• [PROBLEM REQUIREMENTS]
Each line of the data below containing "lines" needs to be listed.

• [DATASET RECORDS]
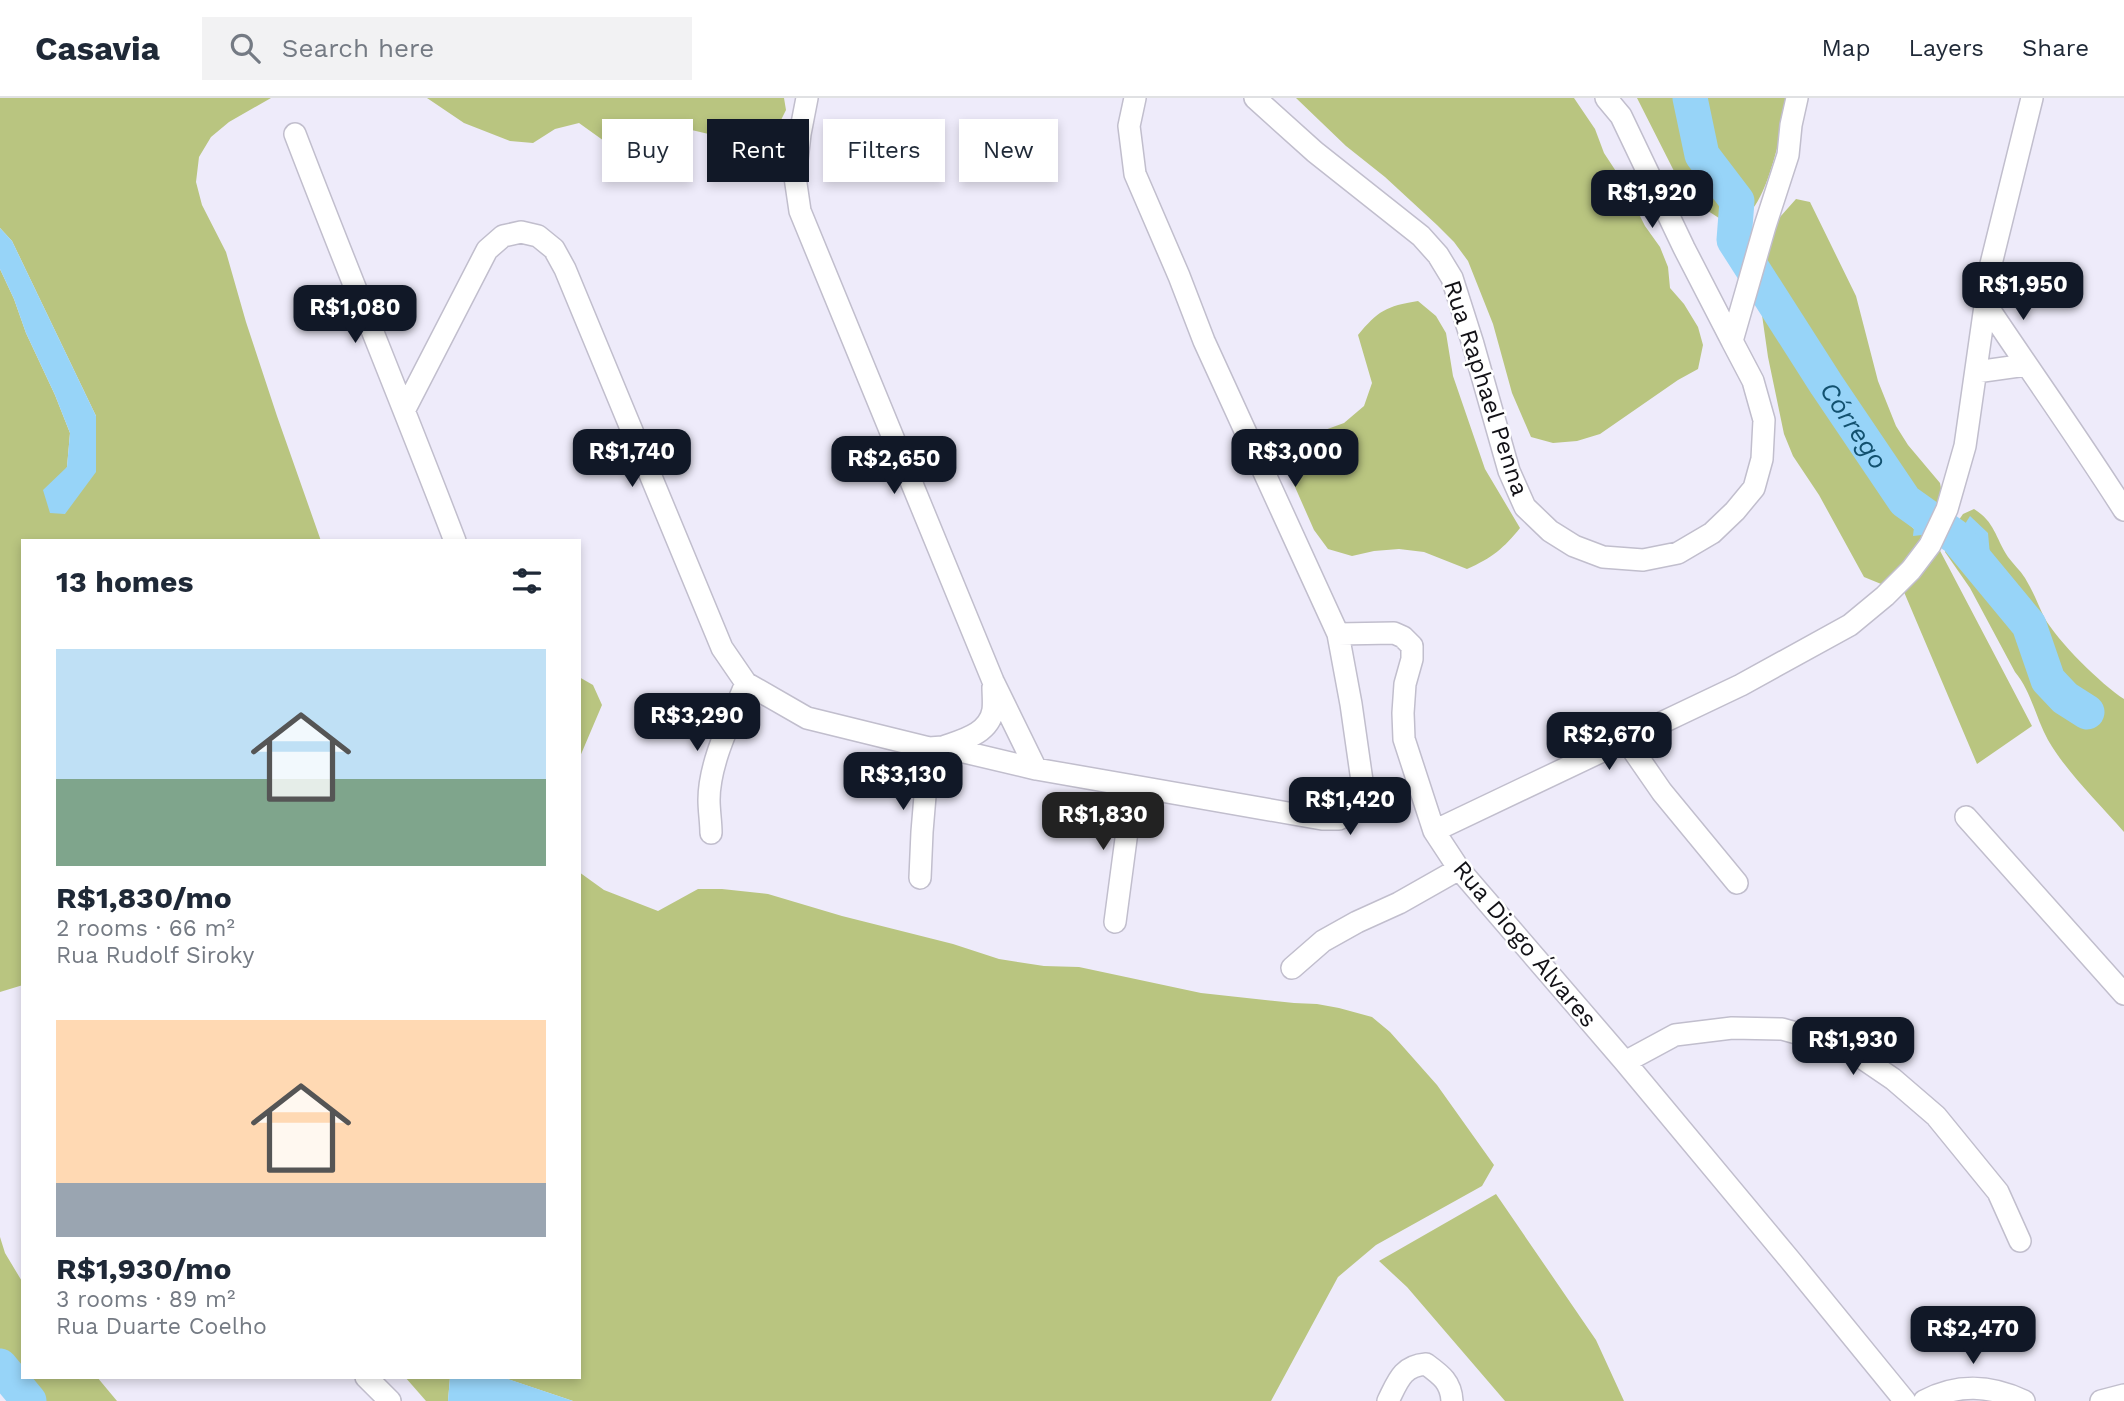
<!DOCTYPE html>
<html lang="en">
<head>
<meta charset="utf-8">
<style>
	body { margin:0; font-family:"Work Sans",sans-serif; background:#f2f2f3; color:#1f2937; height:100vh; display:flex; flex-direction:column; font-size:26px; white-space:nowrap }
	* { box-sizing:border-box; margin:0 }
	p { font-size:23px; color:#747a83 }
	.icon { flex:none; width:38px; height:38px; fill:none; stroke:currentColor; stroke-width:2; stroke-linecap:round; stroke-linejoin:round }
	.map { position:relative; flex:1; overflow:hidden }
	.details { position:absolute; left:21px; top:441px; width:560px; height:840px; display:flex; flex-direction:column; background:#fff; border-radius:0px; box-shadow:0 4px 10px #0003 }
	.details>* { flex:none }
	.banner { position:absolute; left:602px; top:21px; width:665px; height:63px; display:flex; gap:14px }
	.price { position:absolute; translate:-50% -60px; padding:0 16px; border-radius:14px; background:#111827; color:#fff; font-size:23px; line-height:46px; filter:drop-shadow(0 2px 4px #0008) }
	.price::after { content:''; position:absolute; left:50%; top:42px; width:21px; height:16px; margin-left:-10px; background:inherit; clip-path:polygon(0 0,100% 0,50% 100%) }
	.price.active { background:#222; color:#fff }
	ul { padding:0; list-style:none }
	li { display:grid; align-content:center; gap:14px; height:371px; padding:0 35px }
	li span { display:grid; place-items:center; height:217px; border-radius:0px; color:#555 }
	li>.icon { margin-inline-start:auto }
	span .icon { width:126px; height:126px; fill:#fffc; stroke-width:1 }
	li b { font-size:30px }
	h2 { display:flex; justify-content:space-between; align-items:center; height:84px; padding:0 35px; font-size:30px }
	.chip { padding:0 24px; border-radius:0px; background:#fff; box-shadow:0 4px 10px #0003; font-size:24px; line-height:63px }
	.chip.active { background:#111827; color:#fff }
	header { display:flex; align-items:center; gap:42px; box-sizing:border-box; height:98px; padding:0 35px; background:#fff; border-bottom:2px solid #e0e1e3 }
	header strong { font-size:33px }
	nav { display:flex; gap:38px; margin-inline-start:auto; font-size:24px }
	.search { width:490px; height:63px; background:#f2f2f3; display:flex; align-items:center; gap:18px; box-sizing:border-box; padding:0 24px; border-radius:0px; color:#747a83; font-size:26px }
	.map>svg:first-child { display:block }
	.green { fill:#b9c580; fill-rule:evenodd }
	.water { fill:#97d4f8 }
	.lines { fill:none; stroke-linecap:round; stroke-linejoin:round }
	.river { stroke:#97d4f8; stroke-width:35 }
	.minor-casing { stroke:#c1becd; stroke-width:24 }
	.minor { stroke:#fff; stroke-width:21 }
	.labels { text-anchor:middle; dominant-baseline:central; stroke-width:5; stroke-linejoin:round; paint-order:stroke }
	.street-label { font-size:24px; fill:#121116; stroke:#fff }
	.water-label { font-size:26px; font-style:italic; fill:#12516f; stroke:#fff }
</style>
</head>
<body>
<header>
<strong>Casavia</strong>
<div class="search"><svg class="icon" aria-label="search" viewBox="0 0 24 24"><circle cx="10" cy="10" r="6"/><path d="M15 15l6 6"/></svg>Search here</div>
<nav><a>Map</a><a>Layers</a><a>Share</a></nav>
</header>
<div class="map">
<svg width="2124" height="1303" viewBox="0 0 2124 1303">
	<rect width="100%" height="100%" fill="#eeebfa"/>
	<path class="green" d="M0,0H271L229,24L211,39L199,59L196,84L202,107L226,154L246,224L277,318L321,443H23V887L0,894V171L14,201L26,235L55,297L70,335L67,369L50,415L96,318L12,143L0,130Z
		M427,0H784L786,12L775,34L754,44L730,41L683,30L660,38L642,53H618L579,25L555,31L533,45L510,43L464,25Z
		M1296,0H1574L1595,31L1604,55L1623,84L1645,128L1660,149L1668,169L1670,190L1684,206L1698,229L1703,247L1698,271L1678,282L1600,336L1577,343L1553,345L1531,339L1512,295L1493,226L1468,163L1454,144L1437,127L1385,79L1346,48Z
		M1637,0H1787C1784,25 1767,108 1744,118C1738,121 1728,121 1722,122L1691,102L1677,79Z
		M1796,101L1810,104L1856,198L1878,283L1896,328L1908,347L1940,385L1943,401L1916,454L1886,488L1864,479L1819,397L1793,358L1784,336L1768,259L1758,189L1764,166L1780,119ZM1897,386C1907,397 1914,401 1929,403L1930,416L1921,437L1898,417L1889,391Z
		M1418,203L1436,218L1446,235L1453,278L1485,371L1520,430C1504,450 1492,460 1467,471L1424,454L1399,451L1374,453L1352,458L1328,451L1314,432L1295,389L1272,348L1322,333L1344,325L1364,308L1372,285L1358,237C1378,213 1386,208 1418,203Z
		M1974,411C1995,424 1995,439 2008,459C2013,466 2020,472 2025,480C2033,493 2038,506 2044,519C2058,544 2101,586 2124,601V734C2098,704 2068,676 2048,642C2036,620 2031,593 2015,574L1970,490L1945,454L1954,429L1963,416Z
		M1937,447L2032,628L1977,666L1904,494C1921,480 1930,468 1937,447Z
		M579,579L593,587L602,607L579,661Z
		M579,774L604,792L658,813L698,791H722L768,796L842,818L953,846L999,861L1044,868L1079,869L1201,895L1294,905L1317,906L1339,910L1372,919L1390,934L1437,987L1494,1067L1482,1088L1376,1147L1338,1179L1271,1303H573L501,1279H579Z
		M1496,1096L1596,1242L1624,1303H1505L1407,1189L1379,1163Z
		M0,1139L5,1155L23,1185V1277L12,1262L0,1251Z
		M25,1279H97L117,1303H38Z
		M405,1279H450L448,1303H426Z"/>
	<path class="water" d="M0,130L12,143L96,318V374L65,416L50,415L43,392L67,369L70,335L55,297L26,235L14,201L0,171Z
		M1897,386C1907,397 1915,401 1930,403L1929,410H1935L1924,427L1922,437L1913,438L1914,429L1898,417L1889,391Z
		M1970,418L1988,435L1990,457L1961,467L1949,452Z
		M450,1279H502L573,1303H448Z"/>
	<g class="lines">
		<g class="river">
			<path id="s1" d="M1690,0L1702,57L1737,103L1734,142L1826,286L1905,403L1957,440L2029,527L2048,582L2065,600L2087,614"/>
			<path d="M0,1268L29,1303"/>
		</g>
		<defs>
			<path id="minor" d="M807,0L800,36L795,79L800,113L993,583L1036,671L1322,721H1339L1349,715L1357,707L1363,690L1351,606L1338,536
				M1135,0L1129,28L1135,76L1179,178L1204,243L1338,536L1394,535L1403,539L1412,548V561L1405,586L1403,615L1404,641L1434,733
				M1255,0L1315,54L1421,138L1438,157L1452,180L1473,246L1509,373L1525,409L1550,433L1574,448L1603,459L1643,462L1678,455L1712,435L1735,413L1754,390L1762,361L1764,322L1753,283L1732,243L1765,128L1788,57L1791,27L1797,0
				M1606,0L1621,18L1684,150L1732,243
				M295,36C347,172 403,307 455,443
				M1985,205C2031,274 2079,341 2124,412
				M1976,274L2026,267
				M405,311L487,152L503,138L521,134L538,138L554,151L565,171L722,550L746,585L807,620L929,650L943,649L1036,671
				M1626,642L1662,694L1737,785
				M943,649C962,642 989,636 993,612C994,605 993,596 993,589
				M1966,719L2124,896
				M711,735C711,724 709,713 709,702C709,664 732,620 746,585
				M920,780L922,734L929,650
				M1115,824L1133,688
				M1292,870L1323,843L1357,824L1399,805L1459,771
				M1625,964L1675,937L1732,930L1782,931L1846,949L1893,981L1936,1018L1998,1094L2020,1143
				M366,1279L390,1303
				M1388,1303C1398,1283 1402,1268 1426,1266C1441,1277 1451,1284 1452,1303
				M1905,1303L1790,1162L1625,964L1459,771L1434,733L1741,587L1850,527L1885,498L1911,472L1930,447L1947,411L1965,348L1991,166L2032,0
				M1924,1303C1958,1285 1990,1287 2024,1303
				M2101,1303L2124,1297"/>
		</defs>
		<use href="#minor" class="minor-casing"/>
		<use href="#minor" class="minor"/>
	</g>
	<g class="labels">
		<g class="street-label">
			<text transform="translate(1486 290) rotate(72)">Rua Raphael Penna</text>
			<text transform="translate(1525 846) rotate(50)">Rua Diogo Álvares</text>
		</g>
		<g class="water-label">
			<text stroke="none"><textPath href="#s1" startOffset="376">Córrego</textPath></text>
		</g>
	</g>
</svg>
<b class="price" style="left:1652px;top:132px">R$1,920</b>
<b class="price" style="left:2023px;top:224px">R$1,950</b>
<b class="price" style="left:355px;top:247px">R$1,080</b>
<b class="price" style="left:632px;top:391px">R$1,740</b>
<b class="price" style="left:1295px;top:391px">R$3,000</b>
<b class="price" style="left:894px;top:398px">R$2,650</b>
<b class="price" style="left:697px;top:655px">R$3,290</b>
<b class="price" style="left:1609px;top:674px">R$2,670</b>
<b class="price" style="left:903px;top:714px">R$3,130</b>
<b class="price" style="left:1350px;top:739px">R$1,420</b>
<b class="price active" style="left:1103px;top:754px">R$1,830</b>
<b class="price" style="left:1853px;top:979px">R$1,930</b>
<b class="price" style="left:1973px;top:1268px">R$2,470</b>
<div class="banner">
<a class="chip">Buy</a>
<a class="chip active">Rent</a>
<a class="chip">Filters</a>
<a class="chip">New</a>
</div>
<section class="details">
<h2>13 homes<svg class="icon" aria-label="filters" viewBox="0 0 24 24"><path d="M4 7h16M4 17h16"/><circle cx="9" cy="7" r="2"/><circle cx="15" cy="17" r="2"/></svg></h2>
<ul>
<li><span style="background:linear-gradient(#bfe0f5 60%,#7fa58c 0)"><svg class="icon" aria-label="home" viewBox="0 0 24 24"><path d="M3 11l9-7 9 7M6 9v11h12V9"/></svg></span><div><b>R$1,830/mo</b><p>2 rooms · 66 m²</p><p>Rua Rudolf Siroky</p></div></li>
<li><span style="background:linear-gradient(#ffd9b3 75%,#9aa5b1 0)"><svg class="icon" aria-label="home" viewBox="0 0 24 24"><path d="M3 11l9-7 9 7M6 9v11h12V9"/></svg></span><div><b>R$1,930/mo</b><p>3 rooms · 89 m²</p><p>Rua Duarte Coelho</p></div></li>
</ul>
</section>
</div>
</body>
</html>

• [RESULT]
	.lines { fill:none; stroke-linecap:round; stroke-linejoin:round }
	<g class="lines">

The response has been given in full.